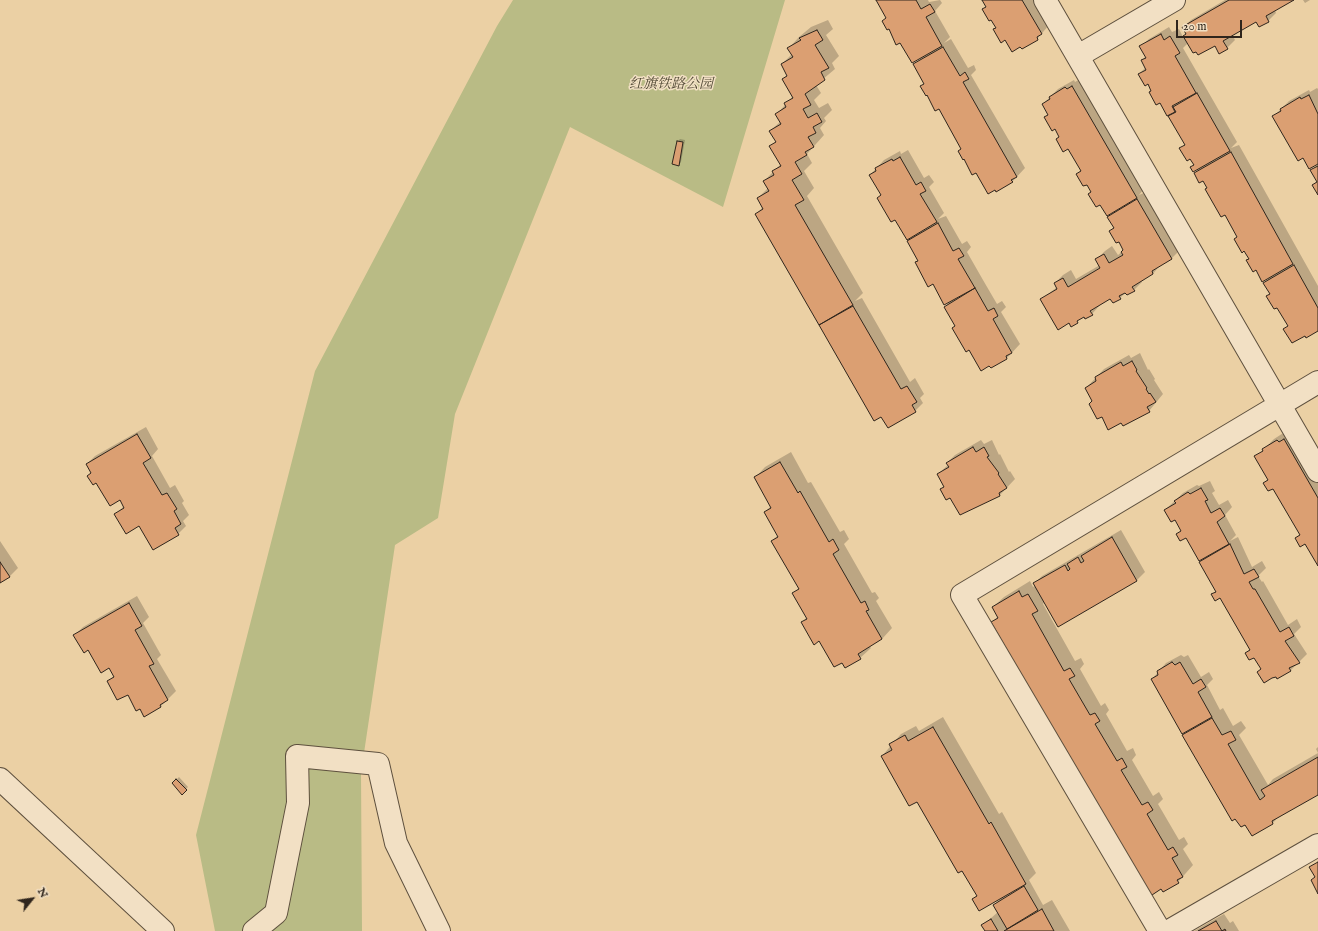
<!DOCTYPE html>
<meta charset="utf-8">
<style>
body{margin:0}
#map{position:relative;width:1318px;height:931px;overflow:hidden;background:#ebd0a4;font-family:"IM FELL English",serif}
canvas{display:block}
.north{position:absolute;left:12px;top:879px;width:40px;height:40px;-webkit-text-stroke:3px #f2e0c4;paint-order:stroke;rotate:60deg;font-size:11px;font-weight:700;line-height:16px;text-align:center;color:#2f251c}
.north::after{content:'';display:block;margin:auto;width:14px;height:18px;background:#2f251c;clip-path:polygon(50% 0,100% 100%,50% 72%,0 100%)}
.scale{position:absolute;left:1176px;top:20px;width:66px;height:18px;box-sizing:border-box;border:2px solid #2f251c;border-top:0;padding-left:5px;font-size:12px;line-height:14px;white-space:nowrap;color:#2f251c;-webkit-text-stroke:3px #f2e0c4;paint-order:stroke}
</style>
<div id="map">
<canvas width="1318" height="931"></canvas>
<div class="north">N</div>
<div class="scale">20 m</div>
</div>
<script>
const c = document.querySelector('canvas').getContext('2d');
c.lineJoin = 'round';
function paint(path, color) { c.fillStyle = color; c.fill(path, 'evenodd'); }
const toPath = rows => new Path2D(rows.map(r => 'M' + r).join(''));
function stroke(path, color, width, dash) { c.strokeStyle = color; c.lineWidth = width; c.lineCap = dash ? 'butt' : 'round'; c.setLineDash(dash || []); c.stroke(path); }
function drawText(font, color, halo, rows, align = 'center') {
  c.font = font + ' "IM FELL English","Noto Serif SC",serif'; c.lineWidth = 3; c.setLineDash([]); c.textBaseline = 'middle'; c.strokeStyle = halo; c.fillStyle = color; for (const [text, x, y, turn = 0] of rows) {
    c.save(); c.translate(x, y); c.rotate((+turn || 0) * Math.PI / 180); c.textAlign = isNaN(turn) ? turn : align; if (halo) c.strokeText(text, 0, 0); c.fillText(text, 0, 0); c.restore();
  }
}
paint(toPath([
 [513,0,785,0,723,207,570,127,455,414,438,518,395,545,361,773,362,931,215,931,196,835,315,371,497,26]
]), '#b9bb85');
paint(toPath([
 [877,0,928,0,929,2,940,0,942,3,935,11,950,37,944,43,951,39,968,68,974,65,976,70,971,75,1025,168,1012,182,962,148,914,64,920,59,887,17],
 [983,0,1035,0,1049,25,1037,39,1006,39,995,29,997,27,983,9,987,6],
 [1225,0,1292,0,1275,10,1276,13,1268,21,1257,20,1232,34,1235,40,1227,48,1215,44,1188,43,1183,48,1237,142,1231,148,1239,145,1318,286,1318,330,1305,334,1285,329,1289,325,1278,306,1268,296,1270,293,1264,283,1270,277,1257,269,1247,260,1249,258,1244,250,1235,239,1238,236,1204,179,1195,173,1200,167,1191,167,1194,164,1191,158,1180,149,1185,144,1169,116,1175,111,1152,90,1139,74,1146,67,1142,60,1146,56,1141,47,1149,39,1169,27,1172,32,1179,29,1183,37,1187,34,1183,28,1191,20],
 [1303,0,1310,0,1305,3],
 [828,20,833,29,826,35,839,56,832,63,835,69,816,85,821,93,814,100,819,108,828,103,832,110,824,118,826,121,820,128,824,135,807,154,812,163,804,171,814,188,807,196,863,293,855,301,862,298,910,382,915,378,924,394,920,398,923,403,915,411,820,326,826,320,756,214,763,207,758,198,768,188,764,181,781,164,771,146,776,141,770,131,781,121,777,114,793,96,783,79,788,74,782,64,792,54,789,48,799,37,811,27],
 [1080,79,1144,189,1139,195,1146,192,1180,250,1172,258,1160,265,1153,274,1141,280,1142,282,1134,290,1127,294,1126,292,1120,298,1111,298,1100,305,1092,314,1084,315,1071,326,1069,322,1041,300,1057,287,1055,283,1063,275,1071,270,1076,279,1100,265,1097,259,1105,251,1112,246,1118,255,1124,250,1110,231,1114,227,1109,217,1114,211,1089,194,1091,191,1087,183,1077,174,1081,170,1068,148,1057,139,1060,136,1043,104,1058,89,1074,80,1075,82],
 [1317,88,1318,89,1318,193,1313,185,1317,181,1311,170,1317,165,1303,157,1274,116,1289,101,1309,90,1310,92],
 [680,139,685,140,681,162,679,165,678,141],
 [908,150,924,178,929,175,934,182,929,187,944,213,938,219,946,216,962,244,967,241,971,247,967,252,983,280,997,304,1002,301,1006,307,1001,312,1020,344,1007,358,991,367,956,325,945,307,950,301,916,263,919,260,908,241,913,235,882,194,870,175,884,160,900,151,901,154],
 [1140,353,1148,370,1149,369,1155,379,1154,380,1163,394,1149,411,1121,421,1093,401,1086,388,1104,369,1129,355,1131,358],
 [146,427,158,449,152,456,170,488,175,485,184,501,182,503,189,515,183,521,186,526,178,534,140,524,116,514,124,506,120,499,92,472,87,464,95,456],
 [1288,430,1318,469,1318,564,1305,542,1296,538,1300,534,1273,487,1264,483,1268,479,1256,457,1274,439],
 [981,440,984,444,992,440,999,455,1000,454,1009,472,1010,471,1015,479,1000,495,961,514,938,474,948,465,947,463,955,455],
 [791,452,808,483,811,482,840,532,844,530,849,539,844,544,872,593,875,592,879,598,876,601,892,628,882,639,869,646,871,648,860,658,842,661,802,622,807,617,793,593,799,588,772,541,778,535,765,512,771,506,755,478,765,467],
 [1210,481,1215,491,1212,493,1219,505,1228,500,1232,507,1225,515,1236,535,1230,541,1238,537,1252,567,1262,561,1266,568,1258,576,1262,582,1263,581,1288,625,1297,619,1301,627,1294,634,1307,654,1290,671,1262,668,1255,656,1246,653,1250,649,1220,597,1213,595,1217,590,1200,562,1207,556,1186,536,1177,534,1182,530,1175,518,1165,510,1183,493,1197,485,1199,486],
 [1121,530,1145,572,1137,580,1058,625,1045,602,1043,604,1075,661,1081,658,1084,664,1080,669,1101,706,1105,703,1109,710,1106,714,1127,751,1133,748,1136,755,1132,760,1153,796,1159,792,1163,799,1158,804,1179,840,1184,837,1188,844,1183,849,1193,865,1178,882,992,623,998,616,993,607,1004,597,1030,581,1033,587,1035,586,1034,584,1042,576],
 [0,541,18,568,10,576,0,581],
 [137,596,149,617,143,623,161,655,157,659,176,691,161,706,128,693,108,681,115,675,110,667,75,635,83,627],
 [1181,655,1184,657,1188,655,1201,677,1209,672,1213,679,1207,685,1220,710,1223,708,1233,726,1241,721,1246,728,1239,735,1268,785,1273,779,1318,753,1316,749,1318,747,1318,794,1280,815,1273,823,1252,835,1183,735,1189,730,1152,679,1166,663],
 [943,717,999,814,1002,812,1036,873,1029,880,1043,905,1052,900,1070,931,986,931,983,925,998,912,994,905,1000,899,973,899,977,895,917,801,882,756,901,734,916,726,919,731],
 [179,777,188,787,182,793,173,783],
 [1224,914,1230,923,1233,921,1239,931,1194,931]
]), '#0003');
const building = toPath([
 [876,0,916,0,921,9,930,4,935,12,926,17,942,46,912,63,900,43,896,45,889,29,887,30,882,21,886,18,876,0],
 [982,0,1022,0,1042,34,1037,37,1038,40,1022,49,1020,47,1012,52,1005,40,1001,43,993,29,996,28,991,20,989,21,982,9,986,7,982,0],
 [1229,0,1294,0,1266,16,1269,22,1259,27,1256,22,1223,41,1228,49,1219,54,1215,46,1198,55,1196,52,1193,53,1183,36,1186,34,1182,27,1229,0],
 [817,30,823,40,815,45,829,68,821,72,825,80,805,94,811,105,803,109,808,118,817,113,822,122,813,127,816,133,808,137,814,147,805,152,807,155,795,162,802,174,792,180,804,200,795,205,853,305,819,325,755,214,763,209,757,198,769,191,763,181,774,175,772,171,781,166,769,146,776,142,769,131,781,124,775,114,786,107,784,103,793,98,782,79,787,76,781,64,793,57,787,48,801,40,799,38,817,30],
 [1161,34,1164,40,1170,36,1180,53,1175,56,1196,93,1172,106,1175,112,1167,116,1160,103,1156,105,1149,92,1151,91,1148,84,1145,86,1138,74,1146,70,1141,60,1146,58,1139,46,1161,34],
 [943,47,960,76,965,72,969,79,963,82,1017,177,1011,180,1013,182,996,192,995,190,988,194,976,173,972,175,964,159,963,160,958,151,961,149,939,109,935,111,927,95,926,96,920,86,924,84,913,64,943,47],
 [1072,86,1137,198,1107,216,1100,205,1096,207,1088,194,1091,192,1087,185,1083,186,1076,174,1081,171,1068,149,1063,152,1056,139,1059,137,1055,129,1052,131,1044,117,1048,115,1042,104,1050,99,1049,97,1065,87,1067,89,1072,86],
 [1197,93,1230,151,1193,172,1190,167,1194,165,1190,159,1187,161,1179,148,1185,145,1168,116,1176,112,1173,107,1197,93],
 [1309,95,1318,114,1318,164,1309,169,1303,158,1298,161,1272,116,1281,111,1280,109,1300,97,1301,99,1309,95],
 [677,141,683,142,679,166,672,164,677,141],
 [1231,152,1293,264,1262,282,1256,270,1253,272,1246,260,1249,259,1244,251,1242,253,1234,239,1237,237,1225,215,1221,217,1205,189,1207,188,1203,181,1199,183,1194,173,1231,152],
 [900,157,916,185,921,182,926,191,920,194,937,222,907,240,895,220,891,222,877,198,881,195,869,175,876,171,875,168,892,159,893,161,900,157],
 [1318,166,1318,195,1312,185,1317,182,1310,170,1318,166],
 [1137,199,1172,259,1152,271,1153,274,1132,287,1135,291,1127,295,1125,293,1119,296,1121,299,1113,303,1110,299,1090,311,1093,315,1085,319,1084,317,1077,321,1078,323,1071,327,1069,323,1058,330,1040,299,1057,289,1054,283,1063,278,1068,287,1100,268,1095,259,1104,254,1109,263,1123,255,1121,252,1123,250,1119,242,1116,243,1109,231,1114,228,1107,217,1137,199],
 [938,223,953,251,959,248,964,256,958,259,975,288,944,305,933,284,928,287,915,262,918,261,907,241,938,223],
 [1294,265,1318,308,1318,331,1306,338,1305,336,1292,343,1283,329,1288,326,1277,308,1274,309,1266,296,1270,294,1263,283,1294,265],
 [975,288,988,311,994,308,998,316,993,319,1012,353,1006,356,1007,359,991,368,989,366,981,371,969,350,966,352,952,328,955,326,944,307,975,288],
 [853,306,901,389,907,386,917,402,912,405,916,412,888,428,881,417,874,421,819,325,853,306],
 [1132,361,1137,370,1136,371,1147,388,1146,389,1149,394,1150,393,1156,402,1147,407,1150,412,1123,426,1121,423,1108,430,1102,417,1097,419,1089,404,1092,401,1085,388,1096,381,1095,377,1121,362,1123,366,1132,361],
 [137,434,151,458,143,463,162,495,167,493,177,509,174,511,181,524,175,528,179,535,153,550,139,526,126,534,114,514,124,508,120,500,110,506,96,483,93,485,87,476,91,473,86,464,137,434],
 [1284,439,1318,498,1318,566,1305,544,1300,547,1295,538,1300,535,1273,489,1268,491,1263,483,1268,480,1254,456,1263,451,1262,449,1277,440,1279,442,1284,439],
 [973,447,976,452,984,447,989,456,987,457,999,473,998,474,1007,488,999,493,1000,496,960,515,950,498,946,500,940,489,944,487,937,474,949,467,946,463,973,447],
 [780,462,798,493,800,491,829,542,833,539,839,550,833,554,861,603,865,601,869,610,866,611,882,639,858,654,861,659,845,668,842,663,834,667,819,641,814,645,801,622,807,619,792,593,799,589,771,541,778,537,764,512,771,508,754,477,780,462],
 [1201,488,1208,500,1205,501,1211,513,1220,508,1225,516,1217,522,1229,544,1199,561,1186,538,1180,541,1176,534,1181,531,1175,520,1171,522,1164,510,1176,503,1174,501,1188,492,1190,494,1201,488],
 [1112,537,1137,581,1058,627,1033,583,1065,565,1068,571,1070,569,1067,564,1078,557,1081,563,1084,561,1081,556,1112,537],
 [1230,544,1244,574,1254,569,1259,577,1249,582,1253,589,1255,589,1280,632,1289,627,1294,636,1285,641,1300,663,1289,668,1291,671,1277,679,1276,677,1272,678,1264,683,1257,672,1261,669,1254,658,1249,660,1245,653,1250,650,1220,598,1215,601,1211,594,1216,592,1199,562,1230,544],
 [0,562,10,577,0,583,0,562],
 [1019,591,1022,597,1028,594,1038,611,1032,614,1064,671,1070,668,1075,676,1069,679,1090,715,1095,713,1100,721,1095,724,1117,761,1122,758,1127,767,1121,770,1142,805,1148,802,1153,810,1147,814,1168,850,1173,847,1178,855,1172,858,1183,877,1177,880,1179,883,1163,892,1161,889,1149,897,991,622,998,618,992,607,1019,591],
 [129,603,142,626,135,630,154,664,149,666,168,700,160,705,161,707,144,717,140,709,136,711,128,695,117,700,107,681,114,677,109,668,101,673,88,650,84,653,73,635,129,603],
 [1172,662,1175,665,1180,662,1193,684,1201,679,1206,687,1198,692,1212,717,1182,734,1151,679,1158,675,1157,671,1172,662],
 [1212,718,1222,735,1231,731,1236,740,1228,744,1260,800,1265,796,1261,790,1318,757,1318,795,1272,821,1273,824,1252,836,1245,825,1241,827,1235,819,1232,821,1182,735,1212,718],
 [933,727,989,824,991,822,1026,884,979,911,972,899,977,896,962,871,958,873,917,802,909,806,881,756,892,750,889,744,905,735,908,741,933,727],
 [176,779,187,790,182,795,172,783,176,779],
 [1318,862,1318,894,1311,880,1315,877,1309,867,1318,862],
 [1024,886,1038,910,1007,929,993,905,1024,886],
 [1042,909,1054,931,1004,931,1042,909],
 [991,919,998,931,985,931,981,925,991,919],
 [1216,921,1222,931,1225,929,1226,931,1198,931,1216,921]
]);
paint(building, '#db9f72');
stroke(building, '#2f251c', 1);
const minor = toPath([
 [1045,0,1318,471],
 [1078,56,1174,0],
 [0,779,163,931],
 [254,931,276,913,298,803,297,756,378,764,396,843,439,931],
 [1160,931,962,595,1318,382],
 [1169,931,1318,845]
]);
stroke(minor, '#5e503e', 24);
stroke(minor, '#f2e0c4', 22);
drawText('italic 14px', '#524a36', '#f2e0c4', [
 ["红旗铁路公园",671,85]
]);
</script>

Work required:
Only the lines from the one containing "c.lineJoin = 'round';" through the one containing "const toPath = rows" are to be retyped, both boundary lines included, with no other material.

Result of this task:
c.lineJoin = 'round';
function paint(path, color) { c.fillStyle = color; c.fill(path, 'evenodd'); }
const toPath = rows => new Path2D(rows.map(r => 'M' + r).join(''));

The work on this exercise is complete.